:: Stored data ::

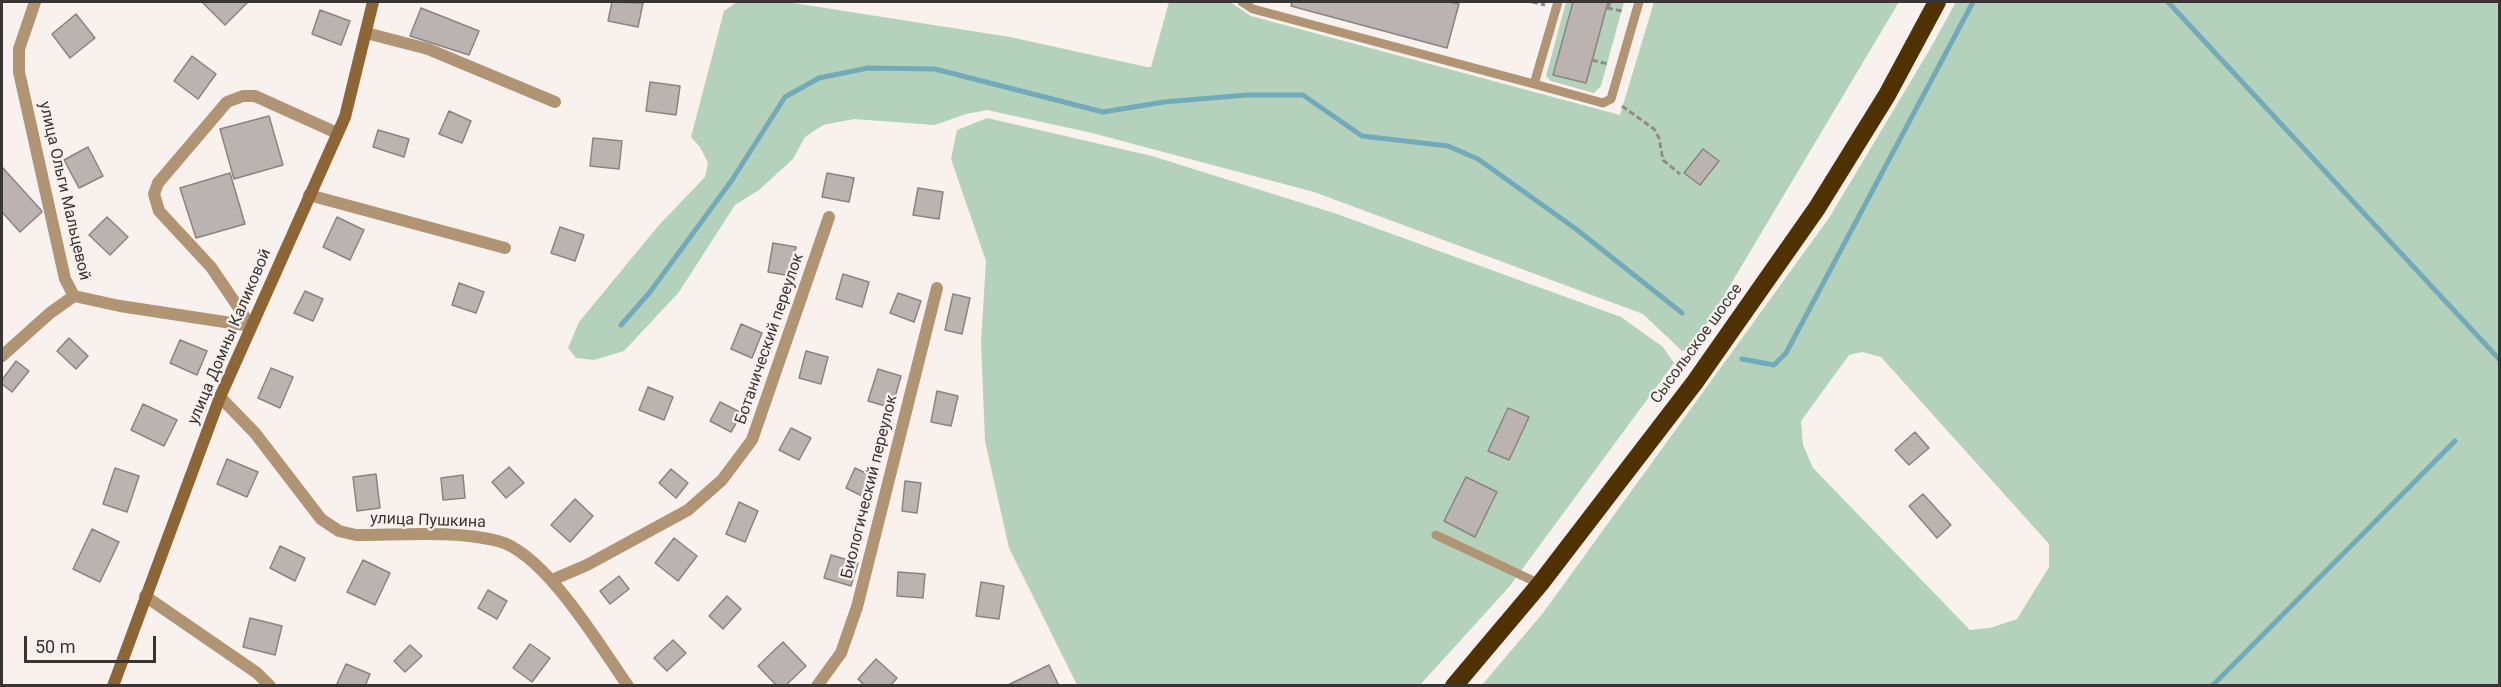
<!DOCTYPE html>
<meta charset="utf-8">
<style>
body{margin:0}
#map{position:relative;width:2501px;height:687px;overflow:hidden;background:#f8f1ee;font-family:Roboto,sans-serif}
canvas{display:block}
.frame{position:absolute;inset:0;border:3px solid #383534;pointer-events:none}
.scale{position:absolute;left:24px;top:636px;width:132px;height:27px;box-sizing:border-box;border:3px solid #383534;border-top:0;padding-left:8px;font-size:18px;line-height:21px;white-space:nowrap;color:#383534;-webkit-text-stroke:4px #f8f1ee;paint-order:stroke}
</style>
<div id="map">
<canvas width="2501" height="687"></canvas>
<div class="frame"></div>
<div class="scale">50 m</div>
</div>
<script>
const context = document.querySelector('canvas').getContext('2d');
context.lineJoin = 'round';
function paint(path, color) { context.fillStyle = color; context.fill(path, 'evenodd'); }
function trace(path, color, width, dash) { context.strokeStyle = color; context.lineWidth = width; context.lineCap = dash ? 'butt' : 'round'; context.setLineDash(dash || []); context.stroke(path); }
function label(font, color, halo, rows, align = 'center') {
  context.font = font + ' Roboto,sans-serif'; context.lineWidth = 4.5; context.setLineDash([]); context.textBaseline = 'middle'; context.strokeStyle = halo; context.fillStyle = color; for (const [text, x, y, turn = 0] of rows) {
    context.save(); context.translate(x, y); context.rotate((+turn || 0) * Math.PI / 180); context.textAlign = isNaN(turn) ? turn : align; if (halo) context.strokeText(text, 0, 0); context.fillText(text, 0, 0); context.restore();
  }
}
paint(new Path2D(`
 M737,2H787L1010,37L1147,67H1151L1169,2H1230L1251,16L1620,115L1654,2H1899L1692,349L1682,351L1643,314L1314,192L1092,133L987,110L966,114L935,125L854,119L823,125L805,137L793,159L759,190L735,205L679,292L624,351L594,360L576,358L568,348L579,322L659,225L705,177L708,163L700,147L691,137L724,11Z
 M1566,2H1624L1601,86L1594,93L1551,81L1546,76Z
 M1956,2H2499V685H1482L1543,613L1829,218L1930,49ZM1862,352L1881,357L2049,544V567L2017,619L1990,628L1970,630L1813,468L1803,445L1801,421L1849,355Z
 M987,118L1152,156L1337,214L1621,317L1663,347L1674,363L1509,587L1420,685H1077L1009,548L985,441L981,342L986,261L951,159L957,130Z`), '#b4d2bb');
trace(new Path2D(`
 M2168,2L2500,360
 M621,325L650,292L732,180L785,97L819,78L868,68L935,69L1103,112L1164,102L1247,95H1303L1362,136L1448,146L1478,159L1576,229L1682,313
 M1742,359L1774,365L1786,353L1973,2
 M2212,686L2455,441`), '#73aaba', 5);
const building = new Path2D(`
 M202,2H248L225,25Z
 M612,2L643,3L638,27L608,21Z
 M1292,2H1449L1459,4L1447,48L1291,6Z
 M1573,2H1608L1586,83L1553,75Z
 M421,8L479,31L469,55L410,36Z
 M320,10L350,21L341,45L312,34Z
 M76,14L95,38L70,58L52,34Z
 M192,56L216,74L198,99L174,81Z
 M650,82L680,86L676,115L646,111Z
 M449,111L471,121L462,143L439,134Z
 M269,116L283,165L234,179L220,129Z
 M378,130L409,139L404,157L373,147Z
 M593,138L622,141L619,169L590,166Z
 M88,147L103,176L79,188L64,160Z
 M1703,149L1719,161L1700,185L1684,173Z
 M2,167L41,210L42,212L20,232L2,212Z
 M230,173L245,224L196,238L180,188Z
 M827,173L854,178L849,202L822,197Z
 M918,188L943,192L939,219L913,215Z
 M107,217L128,237L110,255L89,235Z
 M337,217L364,230L350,260L323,247Z
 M560,227L584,235L575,261L551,253Z
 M773,243L796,247L791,276L768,272Z
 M843,274L869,282L862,307L836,299Z
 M459,283L484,292L476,313L452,305Z
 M305,291L323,299L313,321L294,313Z
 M898,293L921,301L914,322L890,313Z
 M953,294L970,298L962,334L945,330Z
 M741,324L762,333L752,358L731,349Z
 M69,338L88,356L76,369L57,351Z
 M180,340L207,351L197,375L170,363Z
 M806,351L828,357L821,384L799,378Z
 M16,361L29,371L12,392L2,384V380Z
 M271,368L293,377L280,408L258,398Z
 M878,369L901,376L892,408L868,401Z
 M648,387L673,397L664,420L639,410Z
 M937,391L958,396L951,426L931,422Z
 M720,402L742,413L731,432L710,421Z
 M143,404L177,420L164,446L131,430Z
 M1508,408L1529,417L1509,460L1488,451Z
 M791,428L811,438L799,460L779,450Z
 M1915,432L1929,448L1909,465L1895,450Z
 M227,459L258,472L247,497L217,484Z
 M509,467L524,483L506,498L492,482Z
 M115,468L139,476L127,512L103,504Z
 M855,468L874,477L864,497L846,488Z
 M671,469L688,483L676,498L659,483Z
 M376,474L380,508L357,511L353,477Z
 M463,475L465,498L443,500L441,478Z
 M1466,477L1497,492L1475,537L1444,521Z
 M905,481L921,483L917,513L902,511Z
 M1923,494L1951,525L1937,538L1909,506Z
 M575,499L593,516L570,542L551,525Z
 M739,502L758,511L745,542L726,534Z
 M92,529L119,542L100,582L73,569Z
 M674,538L697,556L678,581L655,563Z
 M280,546L305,558L295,581L270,568Z
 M831,555L858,563L851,586L824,578Z
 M363,560L390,573L375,605L347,592Z
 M898,572L925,574L923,598L897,596Z
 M619,576L629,589L610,604L600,591Z
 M981,582L1004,586L999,619L976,616Z
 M488,590L507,601L497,619L478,608Z
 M727,596L741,609L723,629L709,616Z
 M250,618L282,626L275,655L243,647Z
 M673,640L686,653L667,671L654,658Z
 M783,642L806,666L785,686H777L758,666Z
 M530,644L550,658L532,682L513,668Z
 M410,645L422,656L405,672L394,661Z
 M876,659L897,678L890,686H865L858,679Z
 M346,664L370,674L365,686H336Z
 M1049,665L1059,686H1006Z`);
paint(building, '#bab3b1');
trace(building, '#8a8481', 1.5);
trace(new Path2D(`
 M1532,2L1545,5
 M1607,8L1622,11
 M1608,8L1610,2
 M1592,60L1608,64
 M1622,106L1654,129L1659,138L1663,160L1680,174`), '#918c8b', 3, [6, 3]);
trace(new Path2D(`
 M1242,2L1253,9L1534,84L1558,2
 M1534,84L1603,103L1611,99L1639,2
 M1436,535L1540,584`), '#b09474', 9);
trace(new Path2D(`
 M35,2L19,49V72L65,279L74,296
 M366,33L428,49L555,102
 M309,195L505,248
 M74,296L120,306L251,326
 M251,326L211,267L159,211L154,194L158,183L227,102L243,96H255L337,133
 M2,356L50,313L74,296
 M220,397L255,433L321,519L339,531L356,535C399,535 456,530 498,541C545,553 600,646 628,686
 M552,580L587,565L688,510L722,480L752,440L829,217
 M145,596L257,673L270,686
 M817,686L841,653L857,607L937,288`), '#b09474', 12);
trace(new Path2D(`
 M113,686L220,397L345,117L373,2`), '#8e6635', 12);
trace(new Path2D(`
 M1454,686L1540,584L1695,382L1817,208L1887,95L1937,2`), '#503101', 18);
label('16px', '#383534', '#f8f1ee', [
 ["улица Ольги Мальцевой",64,191,77],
 ["улица Домны Каликовой",230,337,-67],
 ["Ботанический переулок",770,339,-71],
 ["Сысольское шоссе",1697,344,-54],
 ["Биологический переулок",870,487,-76],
 ["улица Пушкина",428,521,2]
]);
</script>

:: Problem ::
Search the data above for the word "rows", then gather each line in which it appears.

:: Exercise output ::
function label(font, color, halo, rows, align = 'center') {
  context.font = font + ' Roboto,sans-serif'; context.lineWidth = 4.5; context.setLineDash([]); context.textBaseline = 'middle'; context.strokeStyle = halo; context.fillStyle = color; for (const [text, x, y, turn = 0] of rows) {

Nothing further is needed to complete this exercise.